Tijdens de tweede helft van de maand juli 2020 werd vastgesteld dat het aantal nieuwe besmettingen met het coronavirus Covid-19 opnieuw in stijgende lijn ging.
Uit de cijfers bleek dat de situatie in de Provincie Antwerpen en meer bepaald in de stad Antwerpen en ten zuiden van Antwerpen zeer ernstig was.
Het ministerieel besluit van 24 juli 2020 houdende wijziging van het ministerieel besluit van 30 juni 2020 houdende dringende maatregelen om de verspreiding van het coronavirus COVID-19 te beperken voorziet in de mogelijkheid dat de burgemeester aanvullende preventieve maatregelen kan nemen bovenop de maatregelen van een hogere overheid om de verspreiding van het coronavirus Covid-19 op zijn/haar grondgebied tegen te gaan.
Naar aanleiding van het aantal nieuwe besmettingen in de Rupelgemeenten en Aartselaar werd tijdens het intergemeentelijk veiligheidsoverleg afgesproken om het dragen van een mondmasker in de openbare ruimte te verplichten.
De verplichting tot het dragen van een mondmasker in de openbare ruimte werd ingevoerd bij besluit van de burgemeester van 24 juli 2020.
Gelet op de evolutie van de besmettingscijfers in gans de provincie Antwerpen besliste de gouverneur bij Politieverordening van 29 juli 2020 het dragen van een mondmasker in de openbare ruimte op het ganse grondgebied van de provincie te verplichten.
Het toepassingsgebied van voormelde Politieverordening was ruimer dan het toepassingsgebied van het Burgemeestersbesluit dd. 24 juli 2020 vermits de verordening in een beperkter aantal uitzonderingen voorziet.
Vermits de bepalingen rond het dragen van de mondmaskerplicht voorzien in voormelde Politieverordening primeren op de bepalingen in het Burgemeestersbesluit werd het besluit van de burgemeester van 24 juli 2020 bij besluit van 29 juli 2020 opgeheven.
Het besluit van 24 juli 2020 dient om deze reden niet meer bekrachtigd te worden.
De gemeenteraad neemt kennis van dit besluit.
- het ministerieel besluit van 24 juli 2020 houdende wijziging van het ministerieel besluit van 30 juni 2020 houdende dringende maatregelen om de verspreiding van het coronavirus COVID-19 te beperken;
- artikel 133 van de Nieuwe Gemeentewet, dat stelt dat de burgemeester de verantwoordelijke overheid is inzake de bestuurlijke politie op het grondgebied van de gemeente.

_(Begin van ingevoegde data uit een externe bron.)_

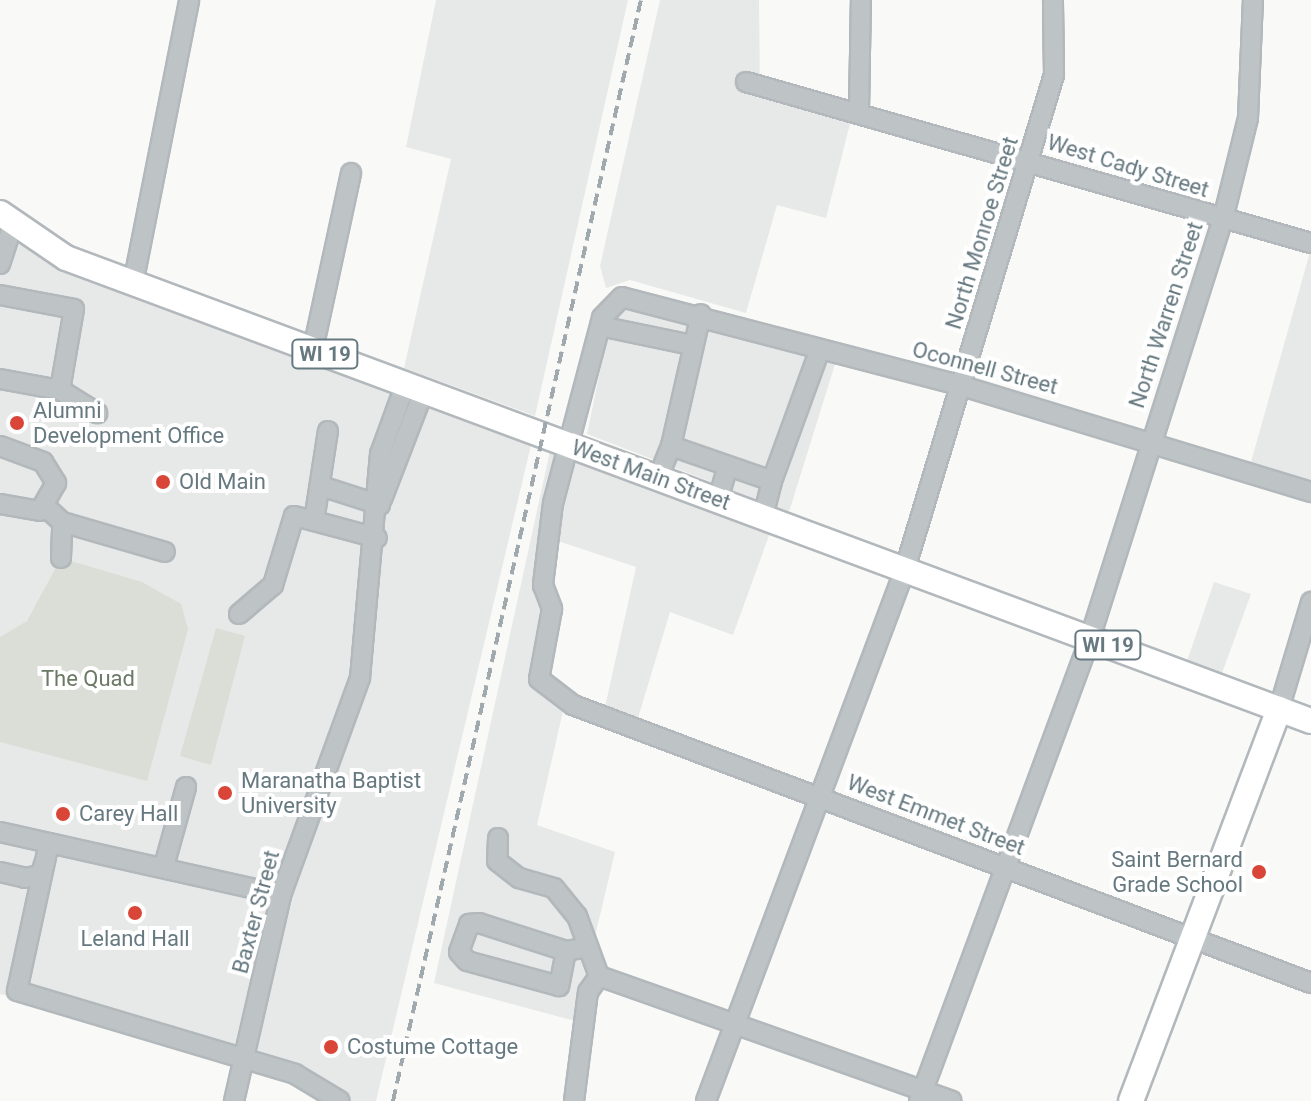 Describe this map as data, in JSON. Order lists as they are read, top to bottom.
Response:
{
  "streets": {
    "main road": ["WI 19", "West Main Street"],
    "street": [
      "West Cady Street",
      "North Monroe Street",
      "North Warren Street",
      "Oconnell Street",
      "West Emmet Street",
      "Baxter Street"
    ]
  },
  "crossings": [
    ["West Cady Street", "North Monroe Street"],
    ["West Cady Street", "North Warren Street"],
    ["North Monroe Street", "Oconnell Street"],
    ["North Monroe Street", "West Main Street"],
    ["North Monroe Street", "West Emmet Street"],
    ["North Warren Street", "Oconnell Street"],
    ["North Warren Street", "West Main Street"],
    ["North Warren Street", "West Emmet Street"],
    ["West Main Street", "West Emmet Street"],
    ["West Main Street", "Baxter Street"]
  ],
  "parks": ["The Quad"],
  "places": [
    "Alumni Development Office",
    "Old Main",
    "Maranatha Baptist University",
    "Carey Hall",
    "Saint Bernard Grade School",
    "Leland Hall",
    "Costume Cottage"
  ]
} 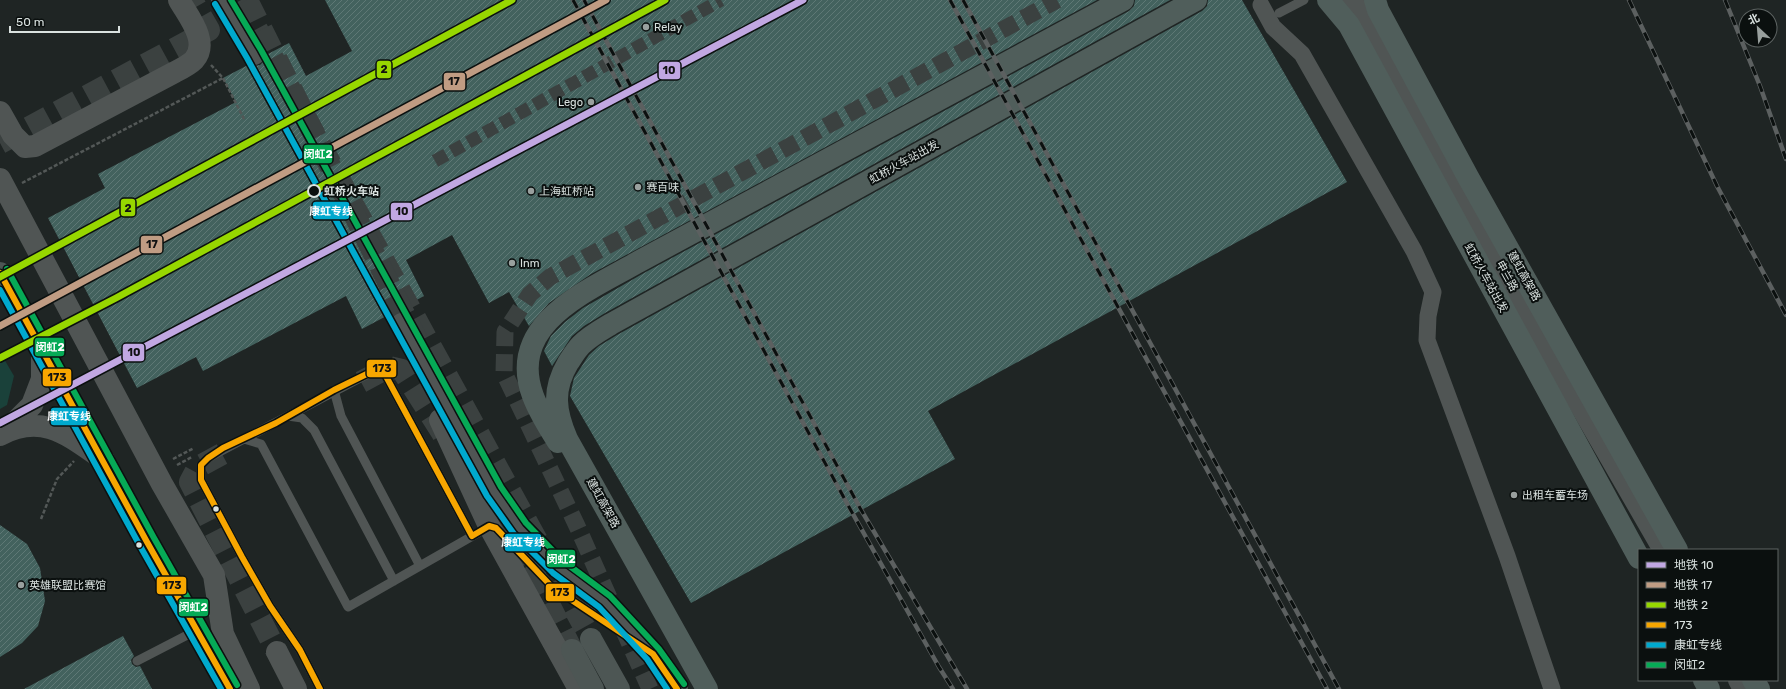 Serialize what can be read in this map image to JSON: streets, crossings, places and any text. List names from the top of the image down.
{
  "streets": {
    "highway": ["虹桥火车站出发", "建虹高架路"],
    "street": ["申兰路"]
  },
  "crossings": [
    ["虹桥火车站出发", "建虹高架路"]
  ],
  "places": [
    "Relay",
    "Lego",
    "赛百味",
    "虹桥火车站",
    "上海虹桥站",
    "Inm",
    "出租车蓄车场",
    "英雄联盟比赛馆"
  ],
  "lines": [
    "metro line 10",
    "metro line 17",
    "metro line 2",
    "transit line 闵虹2",
    "transit line 康虹专线",
    "transit line 173"
  ],
  "legend": [
    "地铁 10",
    "地铁 17",
    "地铁 2",
    "173",
    "康虹专线",
    "闵虹2"
  ],
  "scale_bar": "50 m",
  "north": "top left"
} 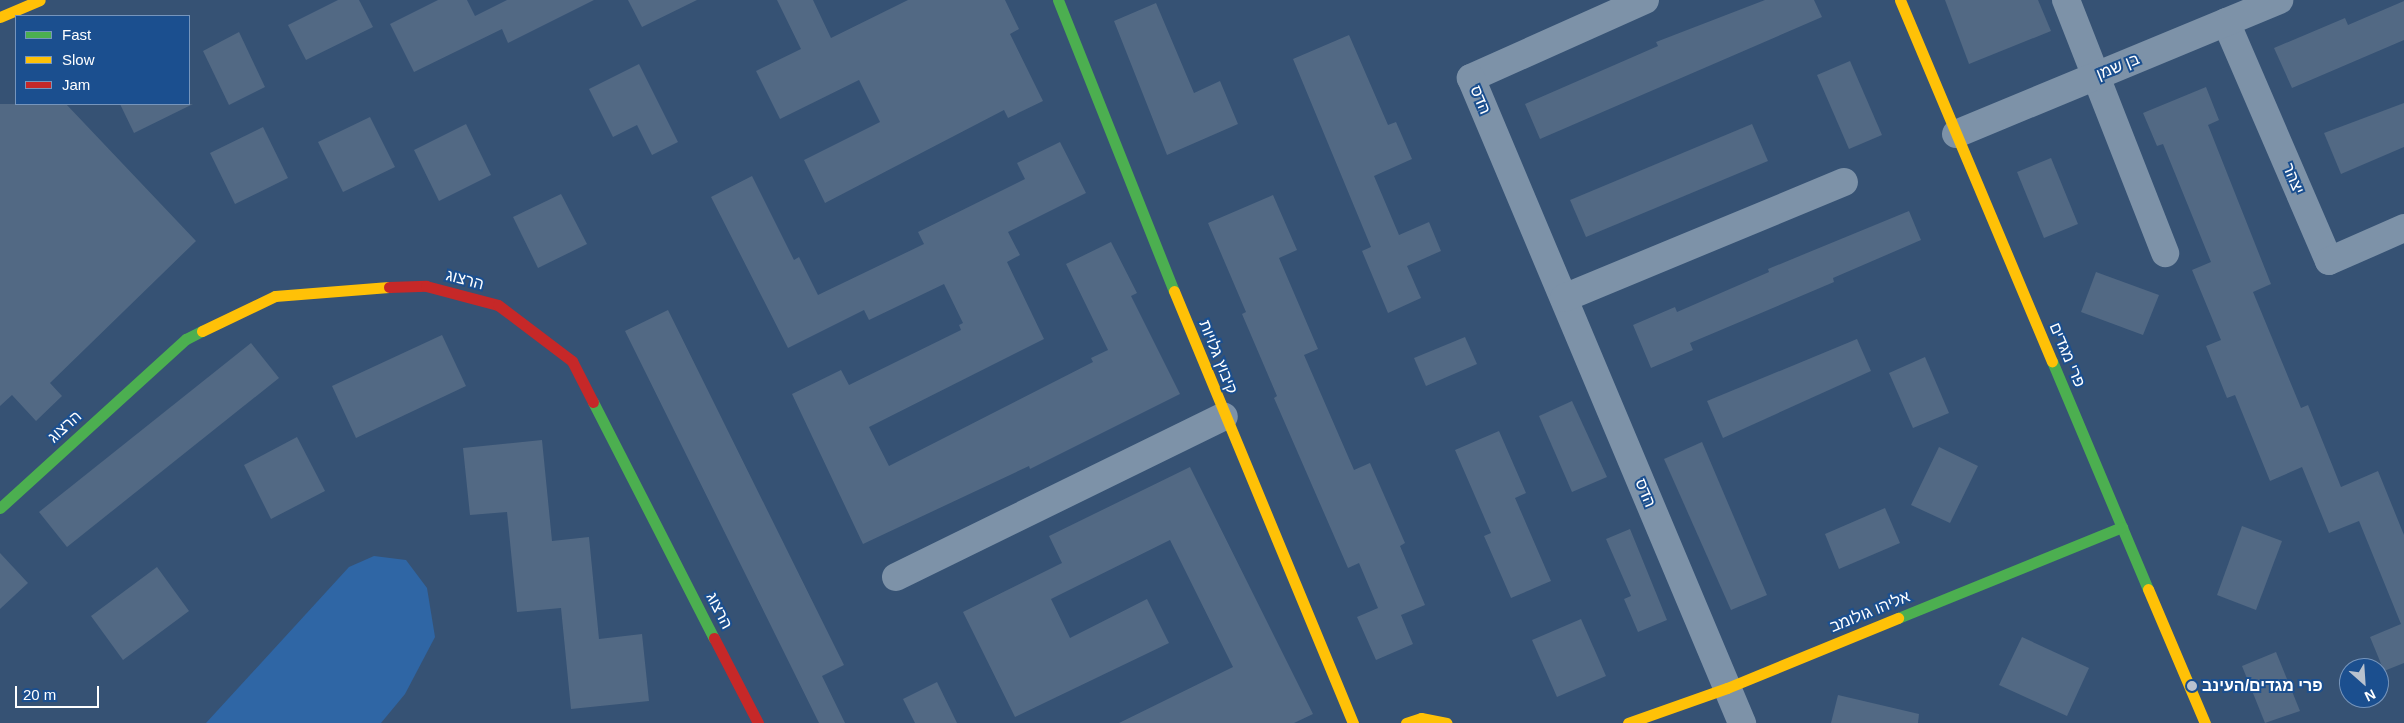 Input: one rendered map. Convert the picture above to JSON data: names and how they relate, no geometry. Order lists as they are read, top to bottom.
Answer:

- artikel 134 van de Nieuwe Gemeentewet:
“In geval van oproer, kwaadwillige samenscholing, ernstige stoornis van de openbare rust of andere onvoorziene gebeurtenissen, waarbij het geringste uitstel gevaar of schade zou kunnen opleveren voor de inwoners, kan de burgemeester politieverordeningen maken, onder verplichting om daarvan onverwijld aan de gemeenteraad kennis te geven, met opgave van de redenen waarom hij heeft gemeend zich niet tot de raad te moeten wende. Die verordeningen vervallen dadelijk, indien zij door de raad in de eerstvolgende vergadering niet worden bekrachtigd.
Het College beslist om het besluit van de burgemeester van 24 juli 2020 houdende het invoeren van een bijkomende maatregel om de verspreiding van het Coronavirus Covid-19 te beperken op grondgebied van de gemeente Rumst: verplichting tot het dragen van een mondmasker in de openbare ruimte op grondgebied van de gemeente Rumst ter kennisname voor te leggen aan de gemeenteraad.
De gemeenteraad neemt kennis van het besluit van de burgemeester van 24 juli 2020 houdende het invoeren van een bijkomende maatregel om de verspreiding van het Coronavirus Covid-19 te beperken op grondgebied van de gemeente Rumst: verplichting tot het dragen van een mondmasker in de openbare ruimte op grondgebied van de gemeente Rumst.